200 OK – Successful Response
400 Bad Request – Bad Request
422 Unprocessable Entity – Validation Error

Note

All API endpoints try to use JSON responses.

CLI

The IaC Scan Runner CLI enables easier setup of IaC Scan Runner in console environments.

Prerequisites

The Scan Runner CLI requires Python 3 and a virtual environment. In a typical modern Linux environment, we should already be set. In Ubuntu, however, we might need to run the following commands:

$ sudo apt update
$ sudo apt install -y python3-venv python3-wheel python-wheel-common

Installation

IaC Scan Runner CLI is distributed as Python iac-scan-runner package that is regularly published on PyPI. The simplest way to test iac-scan-runner is to install it into virtual environment:

$ mkdir ~/iac-scan-runner && cd ~/iac-scan-runner
$ python3 -m venv .venv && . .venv/bin/activate
(.venv) $ pip install --upgrade pip
(.venv) $ pip install iac-scan-runner

The development version of the package is available on TestPyPI and the installation goes as follows.

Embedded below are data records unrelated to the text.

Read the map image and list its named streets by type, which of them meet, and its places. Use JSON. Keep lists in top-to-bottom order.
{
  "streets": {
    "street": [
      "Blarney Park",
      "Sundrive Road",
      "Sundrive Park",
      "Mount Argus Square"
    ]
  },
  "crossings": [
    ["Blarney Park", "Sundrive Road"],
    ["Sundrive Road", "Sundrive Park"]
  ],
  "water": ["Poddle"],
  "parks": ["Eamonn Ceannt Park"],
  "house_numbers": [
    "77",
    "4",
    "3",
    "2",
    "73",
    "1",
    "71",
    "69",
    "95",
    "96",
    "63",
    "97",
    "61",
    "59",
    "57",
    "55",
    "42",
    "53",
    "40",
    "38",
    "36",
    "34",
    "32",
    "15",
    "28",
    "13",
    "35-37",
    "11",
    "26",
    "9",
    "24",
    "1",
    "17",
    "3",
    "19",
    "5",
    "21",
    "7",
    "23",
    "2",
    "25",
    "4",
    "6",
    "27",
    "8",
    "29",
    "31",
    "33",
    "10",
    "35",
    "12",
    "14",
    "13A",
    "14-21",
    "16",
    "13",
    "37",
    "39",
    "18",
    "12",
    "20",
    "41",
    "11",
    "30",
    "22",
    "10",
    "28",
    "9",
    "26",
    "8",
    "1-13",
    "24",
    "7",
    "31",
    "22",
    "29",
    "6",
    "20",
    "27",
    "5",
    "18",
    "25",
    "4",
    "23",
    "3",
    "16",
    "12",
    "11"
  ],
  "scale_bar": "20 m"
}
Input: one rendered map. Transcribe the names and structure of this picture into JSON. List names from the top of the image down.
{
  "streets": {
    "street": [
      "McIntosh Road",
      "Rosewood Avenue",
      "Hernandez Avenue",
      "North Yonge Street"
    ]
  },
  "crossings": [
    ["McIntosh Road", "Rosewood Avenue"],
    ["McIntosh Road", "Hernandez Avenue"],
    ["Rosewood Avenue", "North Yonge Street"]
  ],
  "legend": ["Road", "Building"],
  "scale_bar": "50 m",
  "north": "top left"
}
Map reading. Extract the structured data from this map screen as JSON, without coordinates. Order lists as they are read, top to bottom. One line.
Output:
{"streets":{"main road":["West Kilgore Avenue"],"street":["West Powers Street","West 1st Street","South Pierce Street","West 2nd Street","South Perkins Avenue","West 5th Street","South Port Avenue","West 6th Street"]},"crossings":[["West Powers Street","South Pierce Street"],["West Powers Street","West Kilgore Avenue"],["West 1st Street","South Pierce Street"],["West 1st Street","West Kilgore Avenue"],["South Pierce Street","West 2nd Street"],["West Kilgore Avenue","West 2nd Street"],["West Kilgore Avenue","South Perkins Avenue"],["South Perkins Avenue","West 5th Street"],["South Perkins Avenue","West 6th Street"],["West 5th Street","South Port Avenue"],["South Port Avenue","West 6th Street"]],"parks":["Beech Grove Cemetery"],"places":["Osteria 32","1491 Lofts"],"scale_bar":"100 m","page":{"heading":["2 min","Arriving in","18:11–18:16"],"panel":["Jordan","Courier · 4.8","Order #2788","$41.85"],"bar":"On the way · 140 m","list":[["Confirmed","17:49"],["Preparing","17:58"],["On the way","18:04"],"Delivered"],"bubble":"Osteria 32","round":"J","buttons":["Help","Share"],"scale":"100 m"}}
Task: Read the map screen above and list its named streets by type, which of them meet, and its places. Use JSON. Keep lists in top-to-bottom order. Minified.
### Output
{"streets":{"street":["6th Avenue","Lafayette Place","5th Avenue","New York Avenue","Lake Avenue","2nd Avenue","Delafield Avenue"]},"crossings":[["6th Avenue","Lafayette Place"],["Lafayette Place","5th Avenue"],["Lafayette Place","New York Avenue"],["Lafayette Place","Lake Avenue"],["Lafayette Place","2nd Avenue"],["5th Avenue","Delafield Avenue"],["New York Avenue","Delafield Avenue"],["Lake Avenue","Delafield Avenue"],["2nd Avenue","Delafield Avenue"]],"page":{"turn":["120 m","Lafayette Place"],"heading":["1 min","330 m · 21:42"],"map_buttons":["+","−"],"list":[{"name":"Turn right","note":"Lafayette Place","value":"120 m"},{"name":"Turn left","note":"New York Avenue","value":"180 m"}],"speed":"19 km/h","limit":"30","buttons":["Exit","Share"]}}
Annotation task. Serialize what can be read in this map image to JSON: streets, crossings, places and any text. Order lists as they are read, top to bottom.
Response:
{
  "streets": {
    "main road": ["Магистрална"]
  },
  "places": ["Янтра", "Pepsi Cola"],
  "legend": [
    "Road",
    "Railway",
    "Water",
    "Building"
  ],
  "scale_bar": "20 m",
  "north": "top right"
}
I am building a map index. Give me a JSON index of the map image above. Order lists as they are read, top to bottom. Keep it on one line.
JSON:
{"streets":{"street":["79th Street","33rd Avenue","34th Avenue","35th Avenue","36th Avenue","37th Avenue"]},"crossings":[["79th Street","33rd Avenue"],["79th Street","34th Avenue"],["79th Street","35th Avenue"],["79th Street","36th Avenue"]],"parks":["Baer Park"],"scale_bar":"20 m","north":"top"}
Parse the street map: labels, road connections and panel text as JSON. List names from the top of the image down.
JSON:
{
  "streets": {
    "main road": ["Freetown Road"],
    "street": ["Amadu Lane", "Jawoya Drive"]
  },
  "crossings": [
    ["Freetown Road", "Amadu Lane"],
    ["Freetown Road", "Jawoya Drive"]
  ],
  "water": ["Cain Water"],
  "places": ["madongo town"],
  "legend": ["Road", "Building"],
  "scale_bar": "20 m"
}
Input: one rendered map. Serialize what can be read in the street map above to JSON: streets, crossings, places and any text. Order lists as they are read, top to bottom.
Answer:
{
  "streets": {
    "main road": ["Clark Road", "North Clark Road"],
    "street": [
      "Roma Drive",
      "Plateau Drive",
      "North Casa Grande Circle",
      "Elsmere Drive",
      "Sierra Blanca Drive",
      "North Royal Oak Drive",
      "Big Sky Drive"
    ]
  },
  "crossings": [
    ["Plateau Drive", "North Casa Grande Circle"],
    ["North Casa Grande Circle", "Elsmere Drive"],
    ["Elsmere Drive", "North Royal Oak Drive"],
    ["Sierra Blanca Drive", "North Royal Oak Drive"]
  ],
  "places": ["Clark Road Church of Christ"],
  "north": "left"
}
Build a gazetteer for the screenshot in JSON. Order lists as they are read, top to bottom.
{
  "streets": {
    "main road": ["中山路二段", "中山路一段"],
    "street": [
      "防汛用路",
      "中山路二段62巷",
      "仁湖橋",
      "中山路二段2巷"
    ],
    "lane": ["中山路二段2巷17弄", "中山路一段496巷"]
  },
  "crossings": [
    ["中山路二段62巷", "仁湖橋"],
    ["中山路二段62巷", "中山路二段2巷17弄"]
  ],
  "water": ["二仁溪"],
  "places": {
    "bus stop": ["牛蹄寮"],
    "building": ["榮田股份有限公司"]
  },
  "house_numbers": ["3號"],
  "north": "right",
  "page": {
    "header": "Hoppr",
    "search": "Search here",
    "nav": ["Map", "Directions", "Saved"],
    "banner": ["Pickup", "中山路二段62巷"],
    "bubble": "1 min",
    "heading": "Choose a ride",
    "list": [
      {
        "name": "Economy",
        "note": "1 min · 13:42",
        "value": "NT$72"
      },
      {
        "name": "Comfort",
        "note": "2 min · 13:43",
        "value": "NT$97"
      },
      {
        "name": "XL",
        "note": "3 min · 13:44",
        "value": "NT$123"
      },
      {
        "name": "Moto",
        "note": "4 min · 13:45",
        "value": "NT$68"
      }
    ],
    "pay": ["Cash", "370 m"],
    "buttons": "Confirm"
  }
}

(.venv) $ pip install --index-url https://test.pypi.org/simple/ --extra-index-url https://pypi.org/simple/ iac-scan-runner

Commands

iac-scan-runner currently allows users to execute the following shell commands:

CLI command	Purpose and description
`iac-scan-runner openapi`	print OpenAPI Specification
`iac-scan-runner install`	install the IaC Scan Runner prerequisites
`iac-scan-runner run`	run the IaC Scan Runner REST API

Tip

All the CLI commands are equipped with -h/--help option to help you.

Note

If you have any problems with IaC Scan Runner please have a look at the existing GitHub issues in xlab-si/iac-scan-runner/issues or open a new one yourself.